Dataset excerpts »
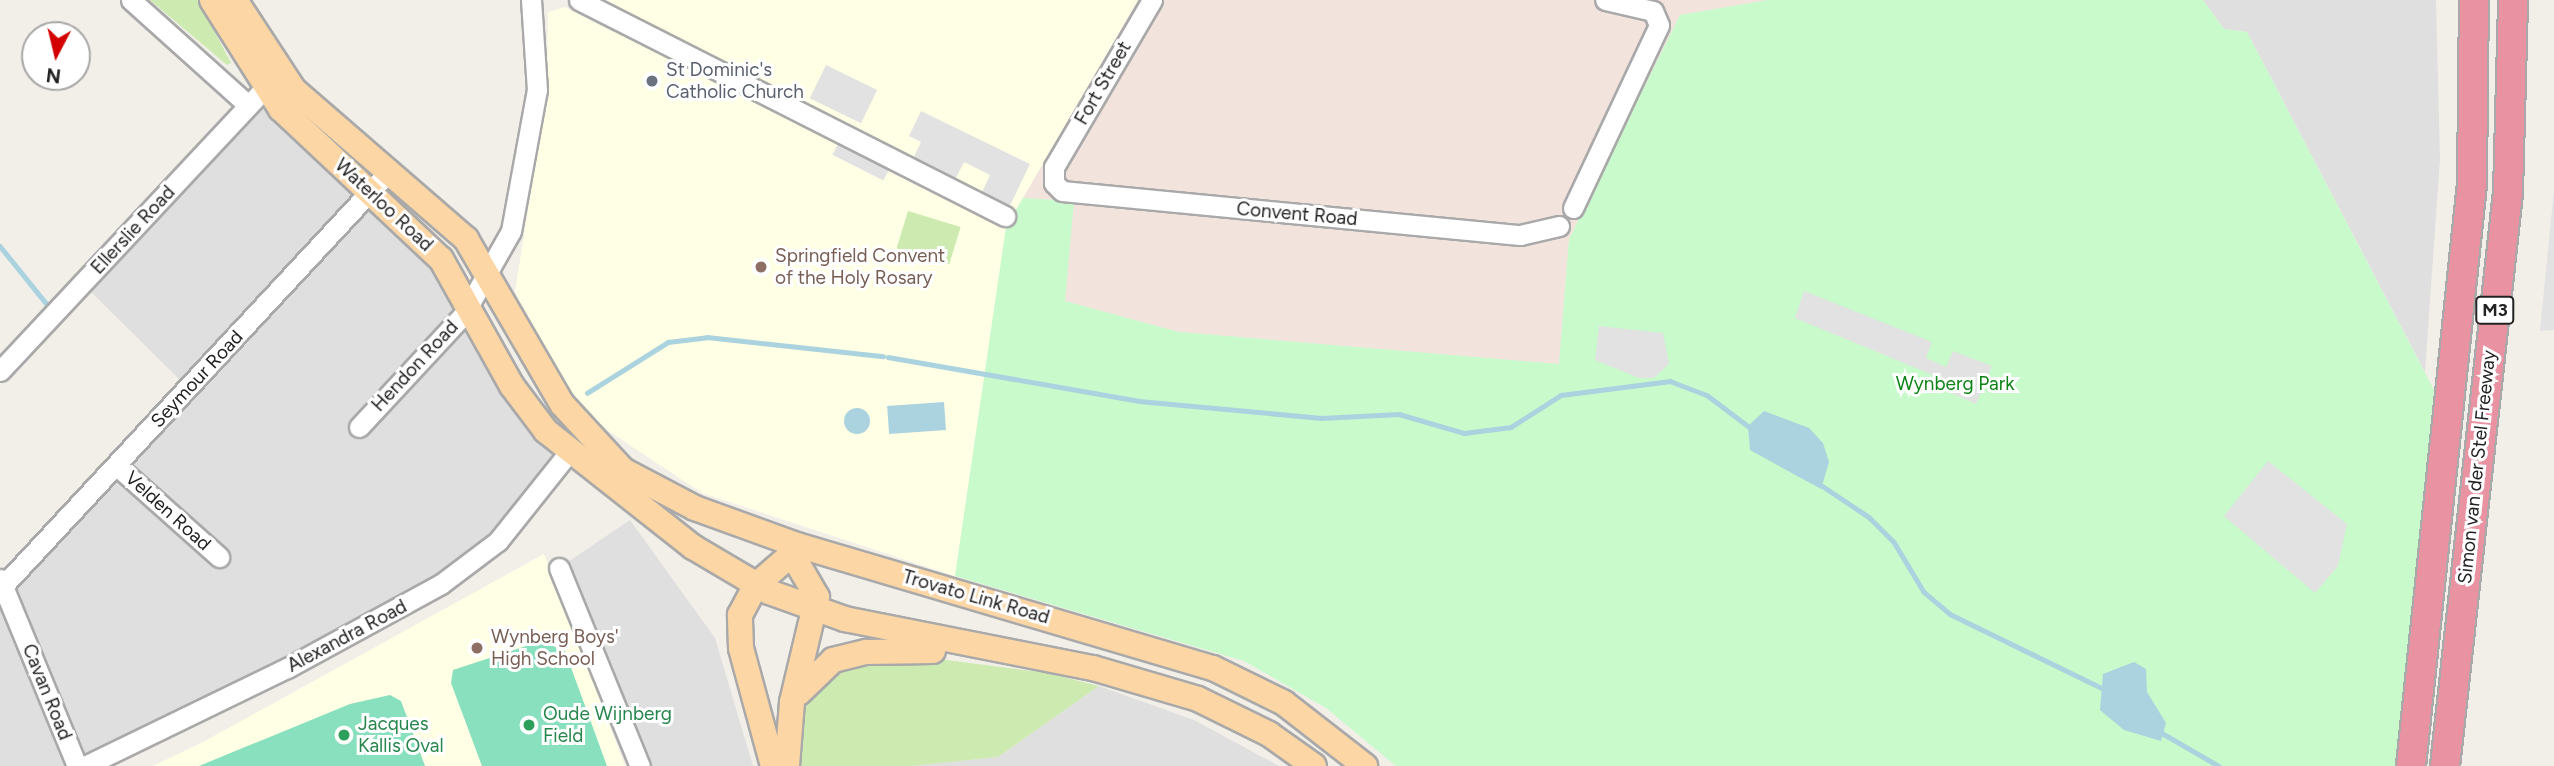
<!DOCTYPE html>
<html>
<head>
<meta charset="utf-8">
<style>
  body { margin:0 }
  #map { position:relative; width:2554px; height:766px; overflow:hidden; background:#f2efe9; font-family:Figtree,sans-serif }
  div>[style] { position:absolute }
  .residential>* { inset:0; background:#e0dfdf }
  .education>* { inset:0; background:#ffffe5 }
  .military>* { inset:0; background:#f3e3dd }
  .grass>* { inset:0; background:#cdebb0; transform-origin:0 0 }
  .park>* { inset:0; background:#c8facc }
  .pitch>* { inset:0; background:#88e0be }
  .parking>* { inset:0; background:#e2e2e2; transform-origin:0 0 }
  .water>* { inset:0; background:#aad3df; transform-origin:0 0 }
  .round { border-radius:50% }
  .stream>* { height:4.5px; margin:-2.25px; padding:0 2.25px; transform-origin:2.25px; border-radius:2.25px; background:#aad3df }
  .roads { filter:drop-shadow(2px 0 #a9a9a9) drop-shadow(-2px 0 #a9a9a9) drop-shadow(0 2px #a9a9a9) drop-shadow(0 -2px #a9a9a9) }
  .minor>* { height:19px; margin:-9.5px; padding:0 9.5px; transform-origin:9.5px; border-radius:9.5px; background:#fff }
  .major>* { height:24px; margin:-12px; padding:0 12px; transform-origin:12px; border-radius:12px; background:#fcd6a4 }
  .highway>* { height:28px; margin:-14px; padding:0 14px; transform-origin:14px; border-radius:14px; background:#e892a2 }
  .dots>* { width:19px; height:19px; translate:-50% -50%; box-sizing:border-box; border:4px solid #fff; border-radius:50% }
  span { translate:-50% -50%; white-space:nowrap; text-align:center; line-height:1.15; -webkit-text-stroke:6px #fff; paint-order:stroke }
  .shield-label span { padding:2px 5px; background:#fff; border:2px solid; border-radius:5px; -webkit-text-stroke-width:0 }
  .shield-label { font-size:18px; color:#222; font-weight:700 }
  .worship-label { font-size:19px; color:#5b616d }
  .left { translate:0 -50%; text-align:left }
  .street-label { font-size:19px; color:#222 }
  .education-label { font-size:19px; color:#785e54 }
  .park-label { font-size:19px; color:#0c8416 }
  .leisure-label { font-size:19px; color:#27864d }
  .north { position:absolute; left:21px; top:21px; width:70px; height:70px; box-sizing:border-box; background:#fff; border:2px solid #a7a7a7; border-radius:50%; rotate:187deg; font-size:19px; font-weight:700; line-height:28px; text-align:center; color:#222 }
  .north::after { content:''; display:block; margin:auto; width:24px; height:32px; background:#d40000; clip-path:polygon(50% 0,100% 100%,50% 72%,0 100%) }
</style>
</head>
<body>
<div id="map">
  <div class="residential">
    <i style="clip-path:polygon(2203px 0,2436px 0,2440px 159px,2425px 372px,2247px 32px,2224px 29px)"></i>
    <i style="clip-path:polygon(265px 88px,422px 237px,569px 452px,484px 554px,85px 766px,0 766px,0 579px,188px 388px,83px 284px)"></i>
    <i style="clip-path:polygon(630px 520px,715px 638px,753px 766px,640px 766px,559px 568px)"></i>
    <i style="clip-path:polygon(1099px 686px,1194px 720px,1279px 766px,911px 766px,998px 757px)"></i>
  </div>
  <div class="education">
    <i style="clip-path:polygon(605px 0,1138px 0,1007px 226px,955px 576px,702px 493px,592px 420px,563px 383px,515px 292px,547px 89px,548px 12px,565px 7px,613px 32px,623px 12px)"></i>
    <i style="clip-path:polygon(544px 554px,625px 766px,153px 766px,203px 742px)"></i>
  </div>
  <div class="military">
    <i style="clip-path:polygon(1138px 0,1768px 0,1680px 15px,1569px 239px,1559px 364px,1179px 332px,1064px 301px,1074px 201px,1023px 198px)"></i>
  </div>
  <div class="grass">
    <i style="clip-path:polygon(150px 0,198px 0,231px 63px,227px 65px)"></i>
    <i style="left:908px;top:211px;width:55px;height:39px;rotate:17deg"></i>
    <i style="clip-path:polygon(931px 658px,1047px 673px,1099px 686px,998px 757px,911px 766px,794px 766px,807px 692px,837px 667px)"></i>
  </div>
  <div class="park">
    <i style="clip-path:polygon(1768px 0,2203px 0,2224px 29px,2247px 32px,2434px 390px,2396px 766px,1396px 766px,1326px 708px,1244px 661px,955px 576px,1006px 227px,1023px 198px,1074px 201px,1065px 301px,1179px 332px,1559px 364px,1569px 239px,1680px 15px)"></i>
  </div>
  <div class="pitch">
    <i style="clip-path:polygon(541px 641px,565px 651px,607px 766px,482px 766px,451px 683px,453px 670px)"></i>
    <i style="clip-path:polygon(390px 695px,401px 701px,425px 766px,199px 766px,350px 704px)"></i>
  </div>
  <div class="parking">
    <i style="left:826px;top:65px;width:57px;height:37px;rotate:26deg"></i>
    <i style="clip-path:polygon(921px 111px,1030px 164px,1005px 216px,977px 203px,990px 175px,964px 162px,950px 190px,908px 169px,921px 142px,909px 136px)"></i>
    <i style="left:842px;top:136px;width:57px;height:21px;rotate:27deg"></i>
    <i style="clip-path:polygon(2554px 190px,2554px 330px,2540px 331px)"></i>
    <i style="clip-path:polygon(1804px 291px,1932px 342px,1926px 358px,1946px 367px,1953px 351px,1992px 366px,1976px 404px,1937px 387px,1940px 378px,1795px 318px)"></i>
    <i style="clip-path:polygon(1599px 326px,1663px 333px,1669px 364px,1654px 378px,1639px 378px,1595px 360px)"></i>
    <i style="clip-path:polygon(2268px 461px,2347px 524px,2338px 566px,2315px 593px,2224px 516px)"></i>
  </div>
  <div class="water">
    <i style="left:944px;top:402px;width:28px;height:57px;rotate:86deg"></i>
    <i class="round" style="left:844px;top:408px;width:26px;height:26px"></i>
    <i style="clip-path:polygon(1764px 411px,1809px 428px,1823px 443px,1829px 462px,1821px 489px,1750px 450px,1748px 426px)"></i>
    <i style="clip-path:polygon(2134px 662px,2146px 669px,2147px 692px,2166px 723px,2161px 741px,2124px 730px,2100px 710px,2103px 674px)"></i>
  </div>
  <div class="stream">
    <i style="left:0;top:246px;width:73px;rotate:51.1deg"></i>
    <i style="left:888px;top:357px;width:255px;rotate:9.9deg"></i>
    <i style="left:1139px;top:401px;width:183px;rotate:5.3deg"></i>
    <i style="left:1321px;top:418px;width:78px;rotate:-2.9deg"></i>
    <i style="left:1399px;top:414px;width:68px;rotate:16.3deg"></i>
    <i style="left:1464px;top:433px;width:47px;rotate:-7.3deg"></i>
    <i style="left:1511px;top:427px;width:59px;rotate:-32.6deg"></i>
    <i style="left:1561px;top:395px;width:110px;rotate:-7.3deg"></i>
    <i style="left:1670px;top:381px;width:40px;rotate:21deg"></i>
    <i style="left:1707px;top:395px;width:56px;rotate:37.1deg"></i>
    <i style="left:587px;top:393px;width:96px;rotate:-32.2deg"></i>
    <i style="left:668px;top:342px;width:39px;rotate:-7deg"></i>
    <i style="left:707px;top:337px;width:177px;rotate:6.2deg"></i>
    <i style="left:1818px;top:483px;width:61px;rotate:33.7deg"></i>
    <i style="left:1869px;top:517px;width:35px;rotate:45deg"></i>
    <i style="left:1894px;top:542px;width:58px;rotate:59deg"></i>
    <i style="left:1924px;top:592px;width:34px;rotate:40deg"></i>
    <i style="left:1950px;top:614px;width:169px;rotate:26deg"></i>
    <i style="left:2162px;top:733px;width:66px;rotate:30.1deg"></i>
  </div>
  <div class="roads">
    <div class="minor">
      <i style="left:131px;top:0;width:157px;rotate:41.9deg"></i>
      <i style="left:579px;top:0;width:478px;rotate:26.9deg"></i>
      <i style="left:1152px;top:0;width:194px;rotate:120.4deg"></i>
      <i style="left:1054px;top:167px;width:16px;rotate:90deg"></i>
      <i style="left:1054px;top:183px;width:11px;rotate:45deg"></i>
      <i style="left:1062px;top:191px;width:460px;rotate:5.5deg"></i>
      <i style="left:1520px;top:235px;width:40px;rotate:-13deg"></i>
      <i style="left:1573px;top:208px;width:202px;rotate:-64.8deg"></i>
      <i style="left:1659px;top:25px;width:15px;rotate:-113deg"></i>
      <i style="left:1653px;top:11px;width:49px;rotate:-167.1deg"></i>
      <i style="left:0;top:371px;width:388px;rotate:-46.9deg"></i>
      <i style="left:359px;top:427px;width:154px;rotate:-47.1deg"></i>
      <i style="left:464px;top:314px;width:95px;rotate:-60.5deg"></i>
      <i style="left:511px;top:231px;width:143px;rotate:-79.6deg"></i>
      <i style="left:537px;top:90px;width:90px;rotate:-93.8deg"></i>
      <i style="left:117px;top:466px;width:137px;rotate:41.7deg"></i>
      <i style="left:559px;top:568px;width:214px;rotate:67.8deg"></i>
      <i style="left:0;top:579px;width:202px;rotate:67.6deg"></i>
      <i style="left:3px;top:586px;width:568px;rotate:-47.07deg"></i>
      <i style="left:85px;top:766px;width:225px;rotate:-25.9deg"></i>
      <i style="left:287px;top:668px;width:175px;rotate:-28.6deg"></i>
      <i style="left:441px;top:584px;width:71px;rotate:-37deg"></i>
      <i style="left:498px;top:541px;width:114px;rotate:-51.4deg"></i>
    </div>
    <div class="major">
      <i style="left:212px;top:0;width:129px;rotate:57.7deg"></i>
      <i style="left:281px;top:109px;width:219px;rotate:43.2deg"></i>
      <i style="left:441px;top:259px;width:145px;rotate:60.8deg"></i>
      <i style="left:512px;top:386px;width:56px;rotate:52.9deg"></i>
      <i style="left:546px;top:431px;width:187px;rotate:38.3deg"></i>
      <i style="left:693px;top:547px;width:88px;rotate:30.6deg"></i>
      <i style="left:769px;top:592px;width:81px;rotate:19.6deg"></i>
      <i style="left:845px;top:619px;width:253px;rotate:11.2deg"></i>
      <i style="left:1093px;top:668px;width:109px;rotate:16.4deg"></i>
      <i style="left:1198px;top:699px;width:79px;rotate:26.2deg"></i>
      <i style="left:1269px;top:734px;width:55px;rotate:35.4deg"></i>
      <i style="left:235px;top:0;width:108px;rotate:56.8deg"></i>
      <i style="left:294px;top:90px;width:228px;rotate:40.9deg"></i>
      <i style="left:466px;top:239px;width:191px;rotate:59.8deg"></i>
      <i style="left:562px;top:404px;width:90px;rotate:47.3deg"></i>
      <i style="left:623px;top:470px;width:81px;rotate:27.8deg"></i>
      <i style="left:695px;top:508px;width:109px;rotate:19.9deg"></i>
      <i style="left:797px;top:545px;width:434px;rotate:16.5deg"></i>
      <i style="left:1213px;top:668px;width:79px;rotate:26.2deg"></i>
      <i style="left:1284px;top:703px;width:103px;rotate:37.9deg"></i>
      <i style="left:799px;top:693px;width:47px;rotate:-44.1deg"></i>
      <i style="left:833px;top:660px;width:34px;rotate:-14deg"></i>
      <i style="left:866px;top:652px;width:67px;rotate:-0.9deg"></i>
      <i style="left:773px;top:766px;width:122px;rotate:-105.2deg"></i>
      <i style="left:741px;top:648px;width:33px;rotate:-92deg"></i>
      <i style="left:740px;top:615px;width:34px;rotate:-62deg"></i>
      <i style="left:756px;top:585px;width:48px;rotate:-40.7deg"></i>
      <i style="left:792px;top:554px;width:50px;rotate:59.8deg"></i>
      <i style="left:817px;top:597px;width:108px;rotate:103.4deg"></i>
      <i style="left:792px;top:702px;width:64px;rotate:94.5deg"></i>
    </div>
    <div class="highway">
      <i style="left:2411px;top:766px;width:585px;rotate:-84.02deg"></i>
      <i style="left:2472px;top:184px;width:184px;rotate:-89.4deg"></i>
      <i style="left:2445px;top:766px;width:576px;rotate:-83.73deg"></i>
      <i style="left:2508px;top:193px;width:193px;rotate:-88.5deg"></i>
    </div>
  </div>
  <div class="dots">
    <i style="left:652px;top:81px;background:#6b7280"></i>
    <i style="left:761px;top:267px;background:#8d6e63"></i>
    <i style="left:477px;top:648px;background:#8d6e63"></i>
    <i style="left:529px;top:725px;background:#2e9e5b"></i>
    <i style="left:344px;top:735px;background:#2e9e5b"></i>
  </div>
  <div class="shield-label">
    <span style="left:2495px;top:310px">M3</span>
  </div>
  <div class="worship-label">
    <span class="left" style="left:666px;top:81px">St Dominic's<br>Catholic Church</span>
  </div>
  <div class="street-label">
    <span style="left:1103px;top:83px;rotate:-60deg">Fort Street</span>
    <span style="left:384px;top:205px;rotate:43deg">Waterloo Road</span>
    <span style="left:1297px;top:214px;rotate:5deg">Convent Road</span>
    <span style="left:133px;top:230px;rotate:-47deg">Ellerslie Road</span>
    <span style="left:415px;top:366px;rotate:-47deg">Hendon Road</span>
    <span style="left:197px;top:379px;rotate:-47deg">Seymour Road</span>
    <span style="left:2477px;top:467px;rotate:-84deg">Simon van der Stel Freeway</span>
    <span style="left:168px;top:511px;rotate:42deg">Velden Road</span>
    <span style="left:976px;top:597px;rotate:16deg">Trovato Link Road</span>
    <span style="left:347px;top:636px;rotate:-28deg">Alexandra Road</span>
    <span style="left:47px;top:692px;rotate:68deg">Cavan Road</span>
  </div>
  <div class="education-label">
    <span class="left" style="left:775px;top:267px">Springfield Convent<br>of the Holy Rosary</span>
    <span class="left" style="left:491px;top:648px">Wynberg Boys'<br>High School</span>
  </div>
  <div class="park-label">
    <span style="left:1955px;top:384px">Wynberg Park</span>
  </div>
  <div class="leisure-label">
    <span class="left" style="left:543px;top:725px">Oude Wijnberg<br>Field</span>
    <span class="left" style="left:358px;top:735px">Jacques<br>Kallis Oval</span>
  </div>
  <div class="north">N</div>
</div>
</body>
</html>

Exercise directions » If a line in the listing holds the word "stream", list that line.

Reply to the exercise »
  .stream>* { height:4.5px; margin:-2.25px; padding:0 2.25px; transform-origin:2.25px; border-radius:2.25px; background:#aad3df }
  <div class="stream">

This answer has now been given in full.